Texas Borderlands points out that if the 43 counties along the Texas border region were to become a "51st U.S. state," it would rank first in the nation for its poverty rate and last in educational attainment. It would also rank first for school children in poverty, unemployment, and the percentage of adults without a high school diploma. It would be third in deaths from diabetes, and 49th in households with a telephone.

Shapleigh said that although border has long been one of America's poorest regions, regressive taxation, lack of investment and political polarization had made things worse.

Shapleigh said the slide began under former Gov. George W. Bush, when Texas ranked 50th among all states in total general expenditures. Shapleigh said Texas leaders adopted a radical, low-tax, low-service ideology, which denied opportunity, lowered standards of quality education, and destroyed access to health care for millions of low-income and middle-income Texans, especially Hispanics.

"This systematic and institutional denial of opportunity and services in basic programs that have created the foundation of prosperity and success for generations of working families throughout America's history represents an era of 'The Two Texases,'" Shapleigh said.

"In this new era, an elite few grow and prosper by virtue of diversion of tax dollars from critical services and the other, where the vast majority of Texans meet challenges placed in their path because radical leaders value tax cuts over kids, budget cuts over the elderly, and government for the few at the expense of the many."

Shapleigh said Texas now represents a "living laboratory," where "a handful of extremists hijack an entire state and assault the foundations of democracy and widely shared values of freedom, fairness, equality and justice."

Shapleigh said the problem was compounded in 2003, when lawmakers responded to a $10 billion shortfall by further cutting education, health services and other programs. As a result, 167,000 children were removed from the Children's Health Insurance Program, and 46,000 medically needy Texans lost Medicaid. Shapleigh said the border region, with the highest rates of poverty, was worst affected.

Texas Borderlands contrasts the legislature's decision to eliminate the inheritance tax, which could have raised $322 million, with the move to tax students $263 million through increased tuition rates at state universities. "Tax cuts to millionaires were paid by tax hikes to students," Shapleigh said.
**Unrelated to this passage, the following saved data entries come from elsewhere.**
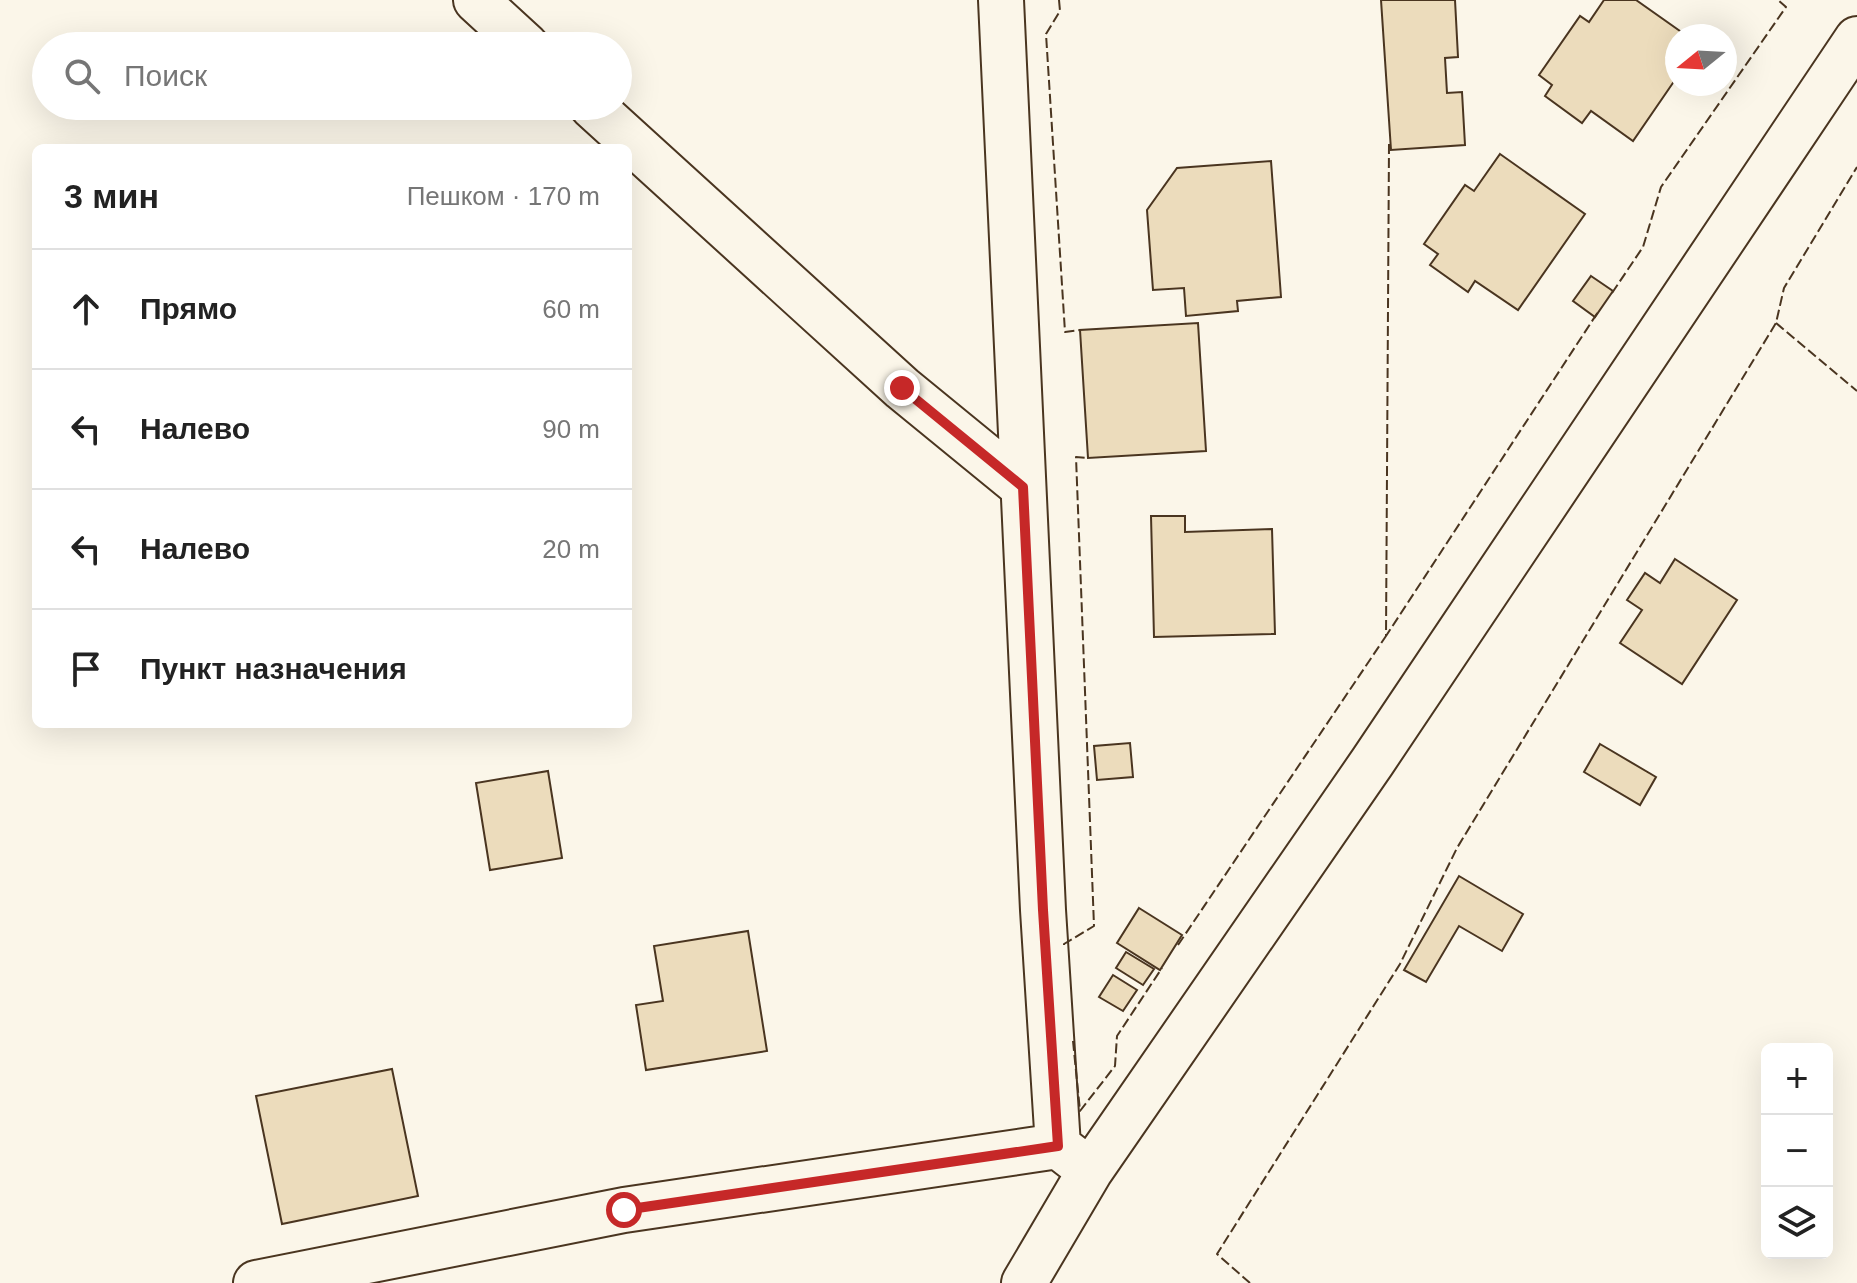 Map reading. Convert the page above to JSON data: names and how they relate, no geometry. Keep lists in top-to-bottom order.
{
  "north": "left",
  "page": {
    "search": "Поиск",
    "heading": ["3 мин", "Пешком · 170 m"],
    "list": [
      ["Прямо", "60 m"],
      ["Налево", "90 m"],
      ["Налево", "20 m"],
      "Пункт назначения"
    ],
    "map_buttons": ["+", "−"]
  }
} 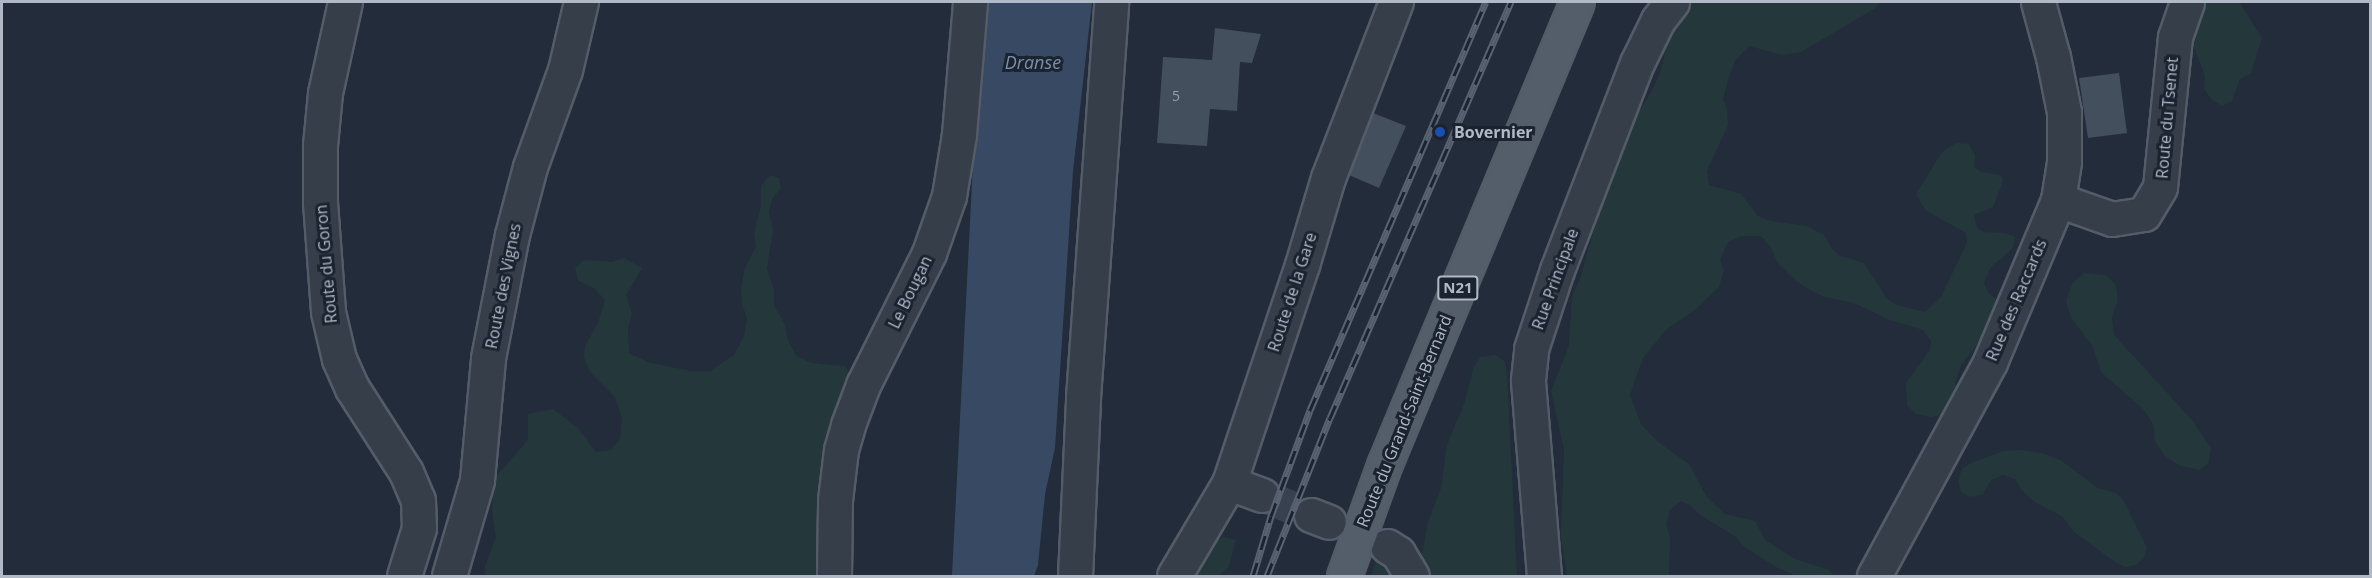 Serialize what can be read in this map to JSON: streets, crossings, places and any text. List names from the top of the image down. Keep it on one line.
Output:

Shapleigh said the fact that Texas does not have a state income tax means low- and middle-income families pay disproportionately more in taxes. He cites a 2003 report by the Comptroller that shows a family earning less than $26,816 a year pays 11.1 percent of its income in property and sales taxes. In contrast, a family earning $126,345 per year pays 3.2 percent of its income in property and sales taxes.
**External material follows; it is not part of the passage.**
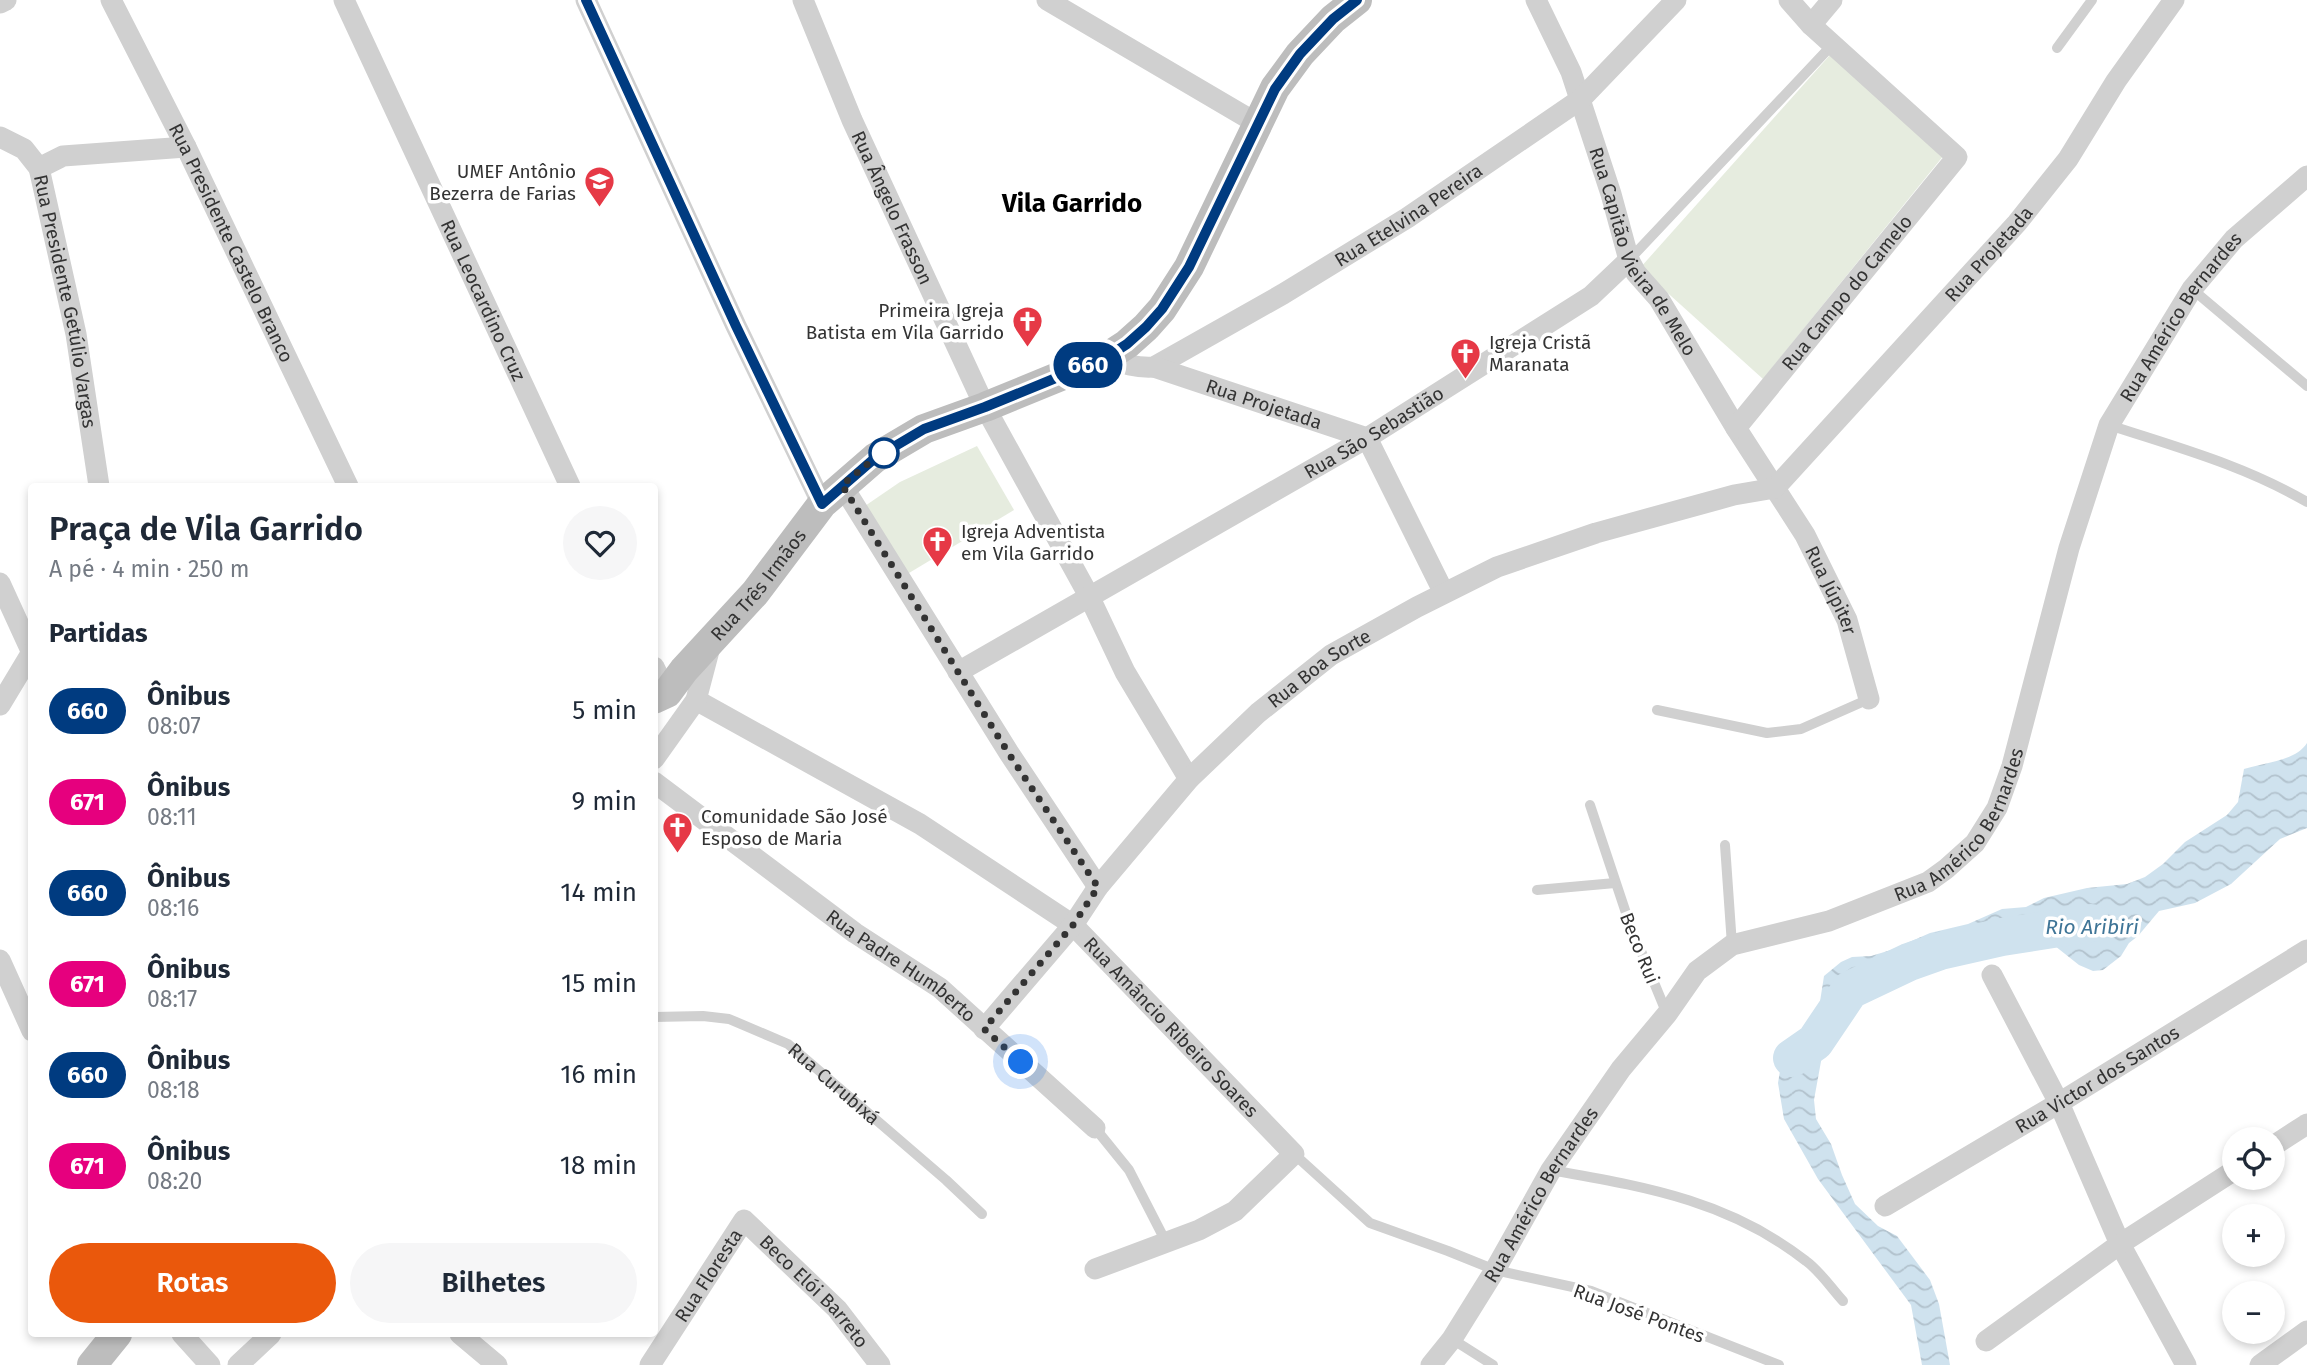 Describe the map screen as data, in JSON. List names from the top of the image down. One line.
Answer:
{"streets":{"street":["Rua Ângelo Frasson","Rua Etelvina Pereira","Rua Presidente Castelo Branco","Rua Capitão Vieira de Melo","Rua Projetada","Rua Campo do Camelo","Rua Leocardino Cruz","Rua Presidente Getúlio Vargas","Rua Américo Bernardes","Rua São Sebastião","Rua Três Irmãos","Rua Júpiter","Rua Boa Sorte","Rua Padre Humberto","Rua Amâncio Ribeiro Soares","Rua Victor dos Santos","Rua Floresta","Beco Elói Barreto"],"lane":["Beco Rui","Rua Curubixá","Rua José Pontes"]},"crossings":[["Rua Ângelo Frasson","Rua São Sebastião"],["Rua Ângelo Frasson","Rua Três Irmãos"],["Rua Ângelo Frasson","Rua Boa Sorte"],["Rua Etelvina Pereira","Rua Capitão Vieira de Melo"],["Rua Etelvina Pereira","Rua Projetada"],["Rua Capitão Vieira de Melo","Rua Projetada"],["Rua Capitão Vieira de Melo","Rua Campo do Camelo"],["Rua Capitão Vieira de Melo","Rua São Sebastião"],["Rua Capitão Vieira de Melo","Rua Júpiter"],["Rua Capitão Vieira de Melo","Rua Boa Sorte"],["Rua Projetada","Rua São Sebastião"],["Rua Projetada","Rua Júpiter"],["Rua Projetada","Rua Boa Sorte"],["Rua Campo do Camelo","Rua São Sebastião"],["Rua Américo Bernardes","Beco Rui"],["Rua Américo Bernardes","Rua Amâncio Ribeiro Soares"],["Rua Américo Bernardes","Rua José Pontes"],["Rua Júpiter","Rua Boa Sorte"],["Rua Boa Sorte","Rua Padre Humberto"],["Rua Boa Sorte","Rua Amâncio Ribeiro Soares"],["Rua Amâncio Ribeiro Soares","Rua José Pontes"],["Rua Floresta","Beco Elói Barreto"]],"districts":["Vila Garrido"],"water":["Rio Aribiri"],"places":{"school or university":["UMEF Antônio Bezerra de Farias"],"church":["Primeira Igreja Batista em Vila Garrido","Igreja Cristã Maranata","Igreja Adventista em Vila Garrido","Comunidade São José Esposo de Maria"]},"lines":["bus line 660"],"page":{"on_map":"660","heading":[["Praça de Vila Garrido","A pé · 4 min · 250 m"],"Partidas"],"list":[{"mark":"660","name":"Ônibus","note":"08:07","value":"5 min"},{"mark":"671","name":"Ônibus","note":"08:11","value":"9 min"},{"mark":"660","name":"Ônibus","note":"08:16","value":"14 min"},{"mark":"671","name":"Ônibus","note":"08:17","value":"15 min"},{"mark":"660","name":"Ônibus","note":"08:18","value":"16 min"},{"mark":"671","name":"Ônibus","note":"08:20","value":"18 min"}],"map_buttons":["+","−"],"buttons":["Rotas","Bilhetes"]}}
Shapleigh said that for decades, Texas leaders had explained the disparities in opportunity and wealth along the border as 'neglect,' and pledged to do better. Each year, however, the mantra for action became 'next year.' He said it was only through court action, such as the Edgewood cases on school finance, and El Paso's court of inquiry into state under-funding, that brought new investment to the border, Shapleigh said.

"With these dramatic fights for equity, Hispanic Texas clearly sent a message that what others called 'neglect' was now clear and intentional discrimination in the distribution of state programs, funding, and tax burden so profound as to deny an entire region the opportunity to succeed," Shapleigh said.

Shapleigh said Texans should demand concepts like fairness, justice, opportunity, and an equitable and adequate tax system from their leaders.

"It is time for a government that opens the doors to great universities, not colleges where the middle class can no longer attend because of tuition hikes. We must keep the promise of the American Dream that every generation can be more prosperous than the last," Shapleigh said. "Only then will our state truly shine as the beacon of hope, freedom and opportunity for every Texan."